Cats, with their natural hunting instincts, excelled at this task and people came to love the animals more and more. They became important to the degree that in ancient Egypt, cats were considered sacred animals and worshipped, even being mummified in some cases.
But entering the Middle Ages, the image of cats deteriorated. Europeans considered cats as signs of bad luck and the pet of witches, and proceeded to massacre all cats. As the population shrank, rats thrived with the loss of their predator and began to multiply at a rapid rate. These rats, often carrying fleas, were key players in spreading the deadly Black Plague. In other words, thanks to the massacre of cats, a third of Europe died from the Pest.

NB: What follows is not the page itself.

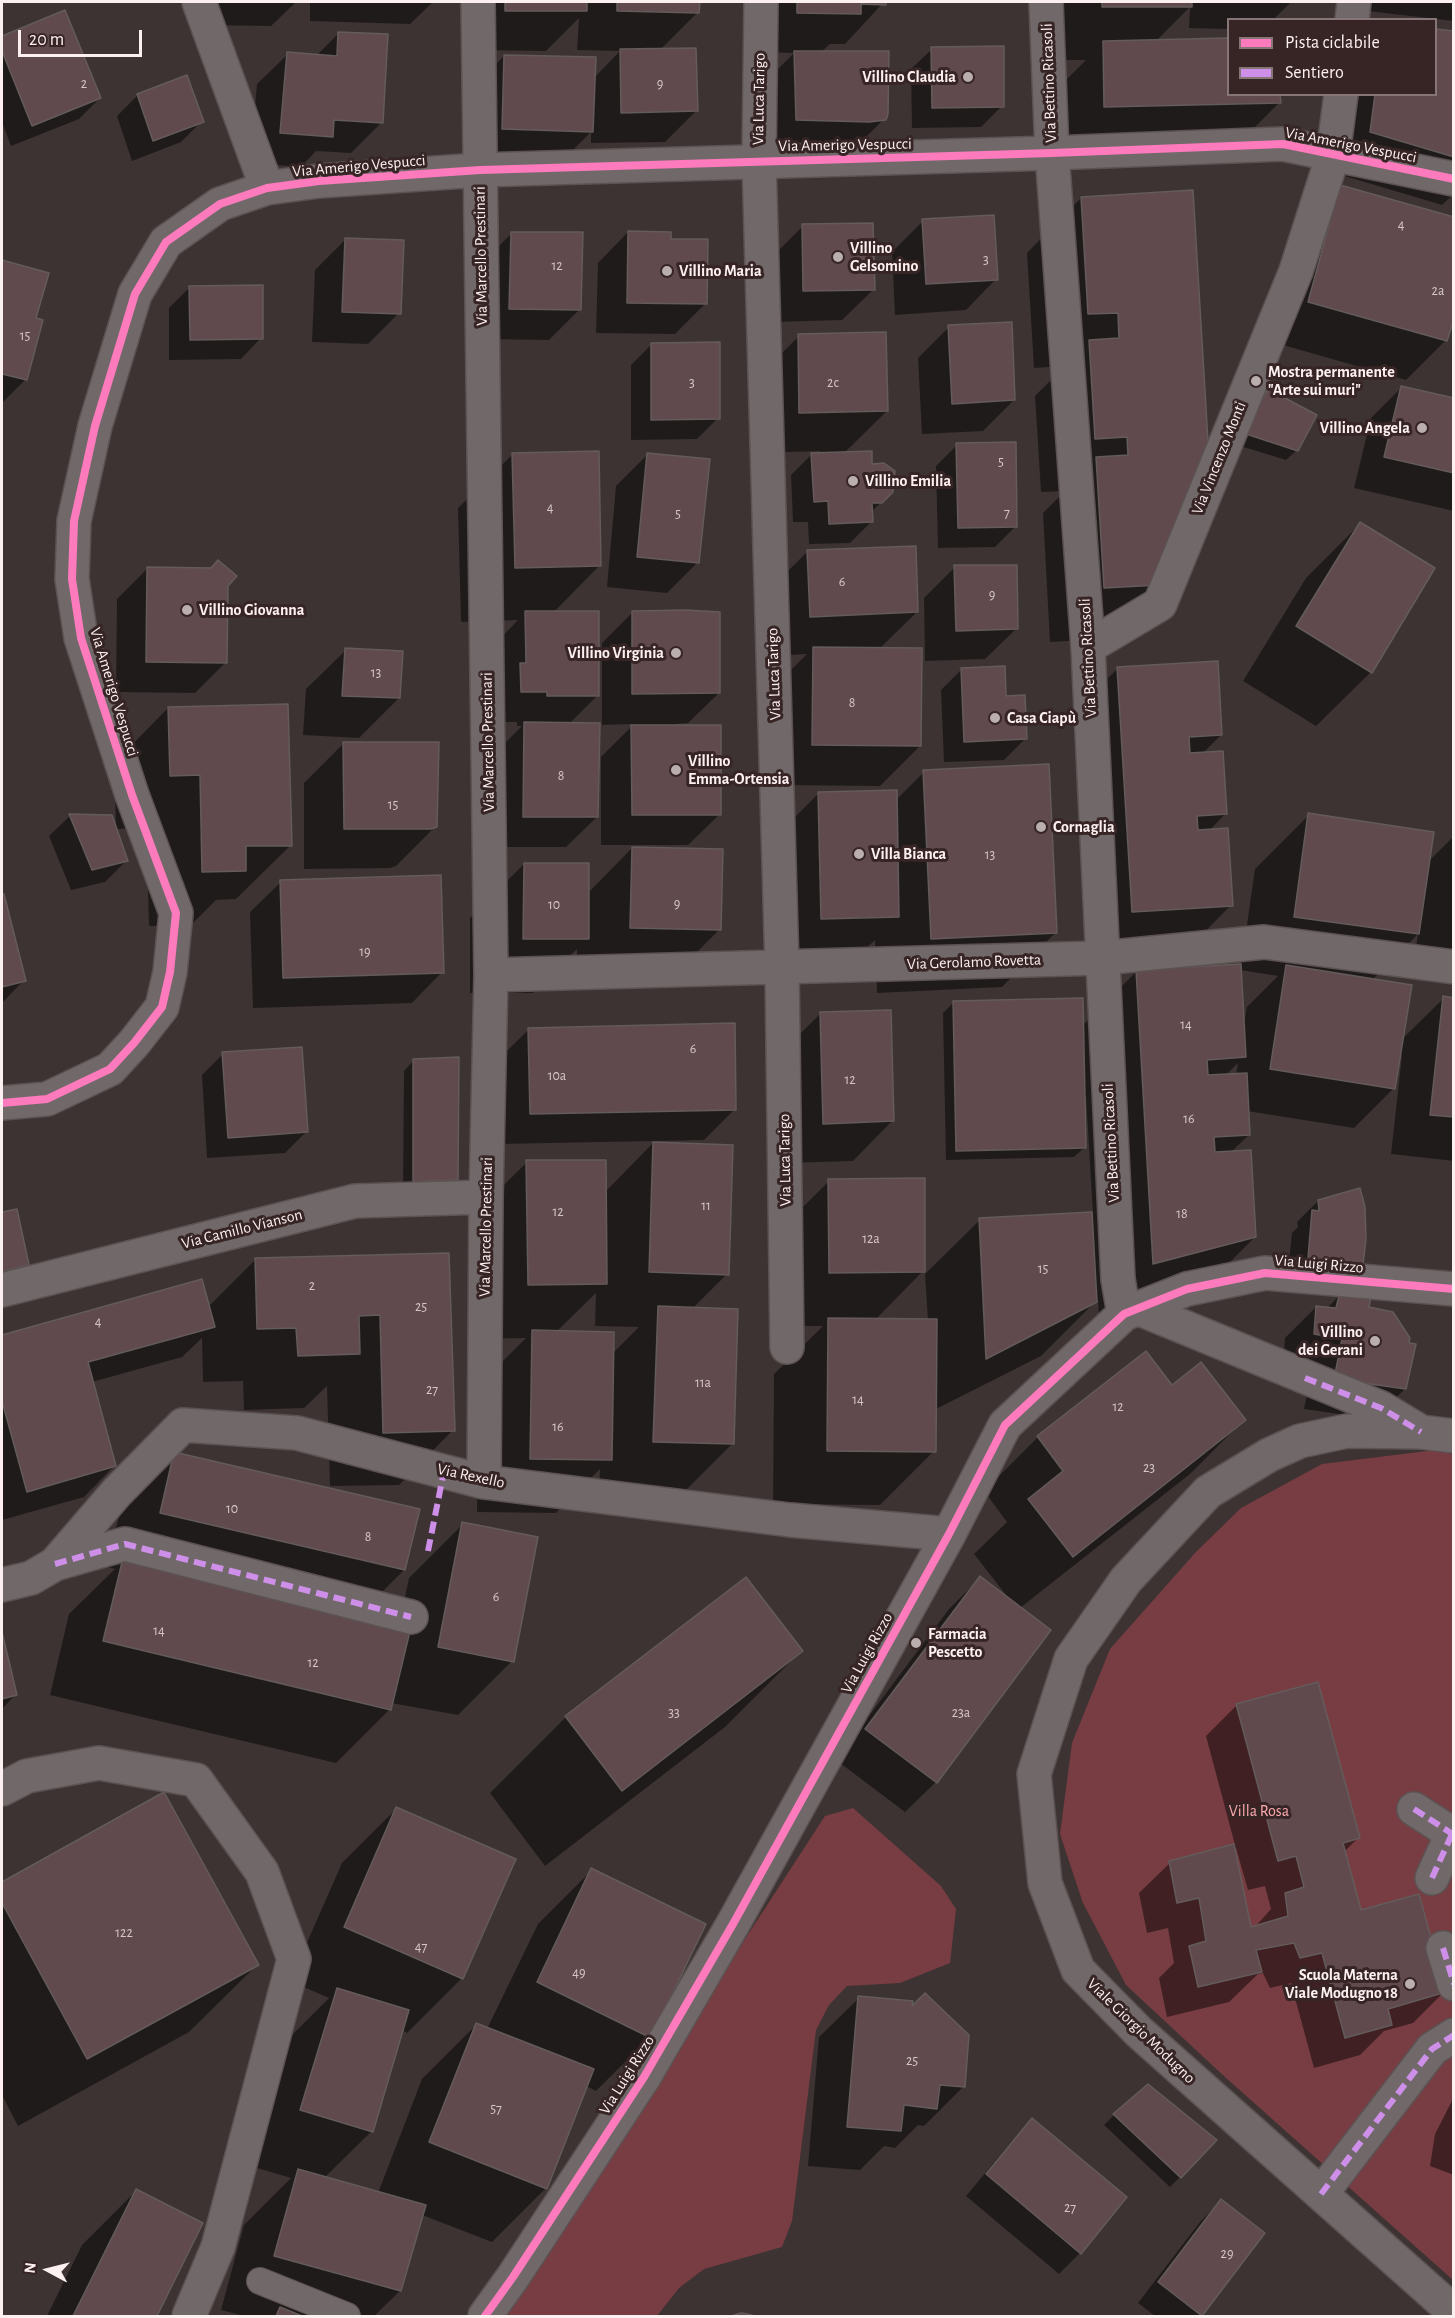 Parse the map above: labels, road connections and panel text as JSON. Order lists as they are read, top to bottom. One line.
{"streets":{"street":["Via Bettino Ricasoli","Via Luca Tarigo","Via Amerigo Vespucci","Via Marcello Prestinari","Via Vincenzo Monti","Via Gerolamo Rovetta","Via Camillo Vianson","Via Luigi Rizzo","Via Rexello","Viale Giorgio Modugno"]},"crossings":[["Via Bettino Ricasoli","Via Amerigo Vespucci"],["Via Bettino Ricasoli","Via Vincenzo Monti"],["Via Bettino Ricasoli","Via Gerolamo Rovetta"],["Via Bettino Ricasoli","Via Luigi Rizzo"],["Via Luca Tarigo","Via Amerigo Vespucci"],["Via Luca Tarigo","Via Gerolamo Rovetta"],["Via Amerigo Vespucci","Via Marcello Prestinari"],["Via Amerigo Vespucci","Via Vincenzo Monti"],["Via Marcello Prestinari","Via Gerolamo Rovetta"],["Via Marcello Prestinari","Via Camillo Vianson"],["Via Marcello Prestinari","Via Rexello"],["Via Luigi Rizzo","Via Rexello"]],"parks":["Villa Rosa"],"places":["Villino Claudia","Villino Gelsomino","Villino Maria","Mostra permanente \"Arte sui muri\"","Villino Angela","Villino Emilia","Villino Giovanna","Villino Virginia","Casa Ciapù","Villino Emma-Ortensia","Cornaglia","Villa Bianca","Villino dei Gerani","Farmacia Pescetto","Scuola Materna Viale Modugno 18"],"house_numbers":["2","9","4","3","12","2a","15","3","2c","5","4","7","5","6","9","13","8","8","15","13","9","10","19","14","6","10a","12","16","11","12","18","12a","15","2","25","4","11a","27","14","12","16","23","10","8","6","14","12","33","23a","122","47","49","25","57","27","29"],"legend":["Pista ciclabile","Sentiero"],"scale_bar":"20 m","north":"left"}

Cats are beloved animals in the modern age (dog lovers may disagree), but superstitions linking cats to bad luck still exist. In the West, black cats are believed to be bad luck and have nine lives (most likely originating from a cat’s ability to break its fall).
But their image has much recovered and as it can be seen from characters such as Hello Kitty, they are becoming a symbol of cuteness. However, considering their close relatives such as lions and tigers represent bravery and the king of beasts, a cat’s dignity has surely fallen.